%%

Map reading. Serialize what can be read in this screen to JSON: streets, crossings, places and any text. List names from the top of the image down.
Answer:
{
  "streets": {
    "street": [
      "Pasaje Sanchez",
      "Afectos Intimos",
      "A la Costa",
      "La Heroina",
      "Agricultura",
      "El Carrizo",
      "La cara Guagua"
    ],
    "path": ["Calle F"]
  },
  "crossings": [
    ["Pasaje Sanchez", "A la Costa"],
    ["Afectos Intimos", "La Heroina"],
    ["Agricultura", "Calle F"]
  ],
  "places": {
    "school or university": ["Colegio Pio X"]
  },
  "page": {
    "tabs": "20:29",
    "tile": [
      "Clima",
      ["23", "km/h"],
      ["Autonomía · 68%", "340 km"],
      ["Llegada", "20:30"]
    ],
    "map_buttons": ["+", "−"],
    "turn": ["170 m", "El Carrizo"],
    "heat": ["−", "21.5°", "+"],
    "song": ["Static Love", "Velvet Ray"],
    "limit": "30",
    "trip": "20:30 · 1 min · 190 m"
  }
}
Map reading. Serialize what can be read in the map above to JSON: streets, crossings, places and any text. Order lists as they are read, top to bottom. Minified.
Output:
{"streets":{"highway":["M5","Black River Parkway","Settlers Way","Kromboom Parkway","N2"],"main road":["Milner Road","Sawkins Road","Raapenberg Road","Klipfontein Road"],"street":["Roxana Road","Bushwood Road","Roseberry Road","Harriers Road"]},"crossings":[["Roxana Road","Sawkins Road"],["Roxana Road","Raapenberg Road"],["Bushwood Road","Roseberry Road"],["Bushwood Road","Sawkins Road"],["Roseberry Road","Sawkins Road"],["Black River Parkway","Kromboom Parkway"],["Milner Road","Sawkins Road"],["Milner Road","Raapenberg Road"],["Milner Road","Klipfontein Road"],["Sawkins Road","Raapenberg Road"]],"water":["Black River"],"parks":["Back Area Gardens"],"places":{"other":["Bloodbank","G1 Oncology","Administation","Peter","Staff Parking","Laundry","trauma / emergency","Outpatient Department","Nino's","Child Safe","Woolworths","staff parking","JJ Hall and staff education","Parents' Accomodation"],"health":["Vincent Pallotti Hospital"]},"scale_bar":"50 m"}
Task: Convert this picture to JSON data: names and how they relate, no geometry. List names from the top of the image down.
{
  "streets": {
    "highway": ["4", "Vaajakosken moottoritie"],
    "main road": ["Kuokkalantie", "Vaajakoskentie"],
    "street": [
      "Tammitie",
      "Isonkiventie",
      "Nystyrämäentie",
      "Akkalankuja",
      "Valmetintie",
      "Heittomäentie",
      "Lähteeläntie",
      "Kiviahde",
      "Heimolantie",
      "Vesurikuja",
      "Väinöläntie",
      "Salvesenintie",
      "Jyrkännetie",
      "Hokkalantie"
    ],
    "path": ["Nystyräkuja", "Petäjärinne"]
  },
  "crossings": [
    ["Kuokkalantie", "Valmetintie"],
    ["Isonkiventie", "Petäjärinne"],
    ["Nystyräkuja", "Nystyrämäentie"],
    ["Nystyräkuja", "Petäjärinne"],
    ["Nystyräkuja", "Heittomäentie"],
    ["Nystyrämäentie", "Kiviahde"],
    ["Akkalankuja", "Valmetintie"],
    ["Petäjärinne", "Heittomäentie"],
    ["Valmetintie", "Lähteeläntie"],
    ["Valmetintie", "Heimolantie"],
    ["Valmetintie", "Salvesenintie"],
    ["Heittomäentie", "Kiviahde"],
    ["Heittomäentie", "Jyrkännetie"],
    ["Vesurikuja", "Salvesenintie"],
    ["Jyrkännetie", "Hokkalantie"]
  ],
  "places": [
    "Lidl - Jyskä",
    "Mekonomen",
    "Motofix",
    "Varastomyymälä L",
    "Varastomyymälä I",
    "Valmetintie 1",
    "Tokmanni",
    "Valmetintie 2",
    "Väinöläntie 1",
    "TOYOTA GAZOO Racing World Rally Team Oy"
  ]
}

%%

Task to complete: Every line that contains the string "Nystyrämäentie" should be copied from the entries.

Answer to this problem:
      "Nystyrämäentie",
    ["Nystyräkuja", "Nystyrämäentie"],
    ["Nystyrämäentie", "Kiviahde"],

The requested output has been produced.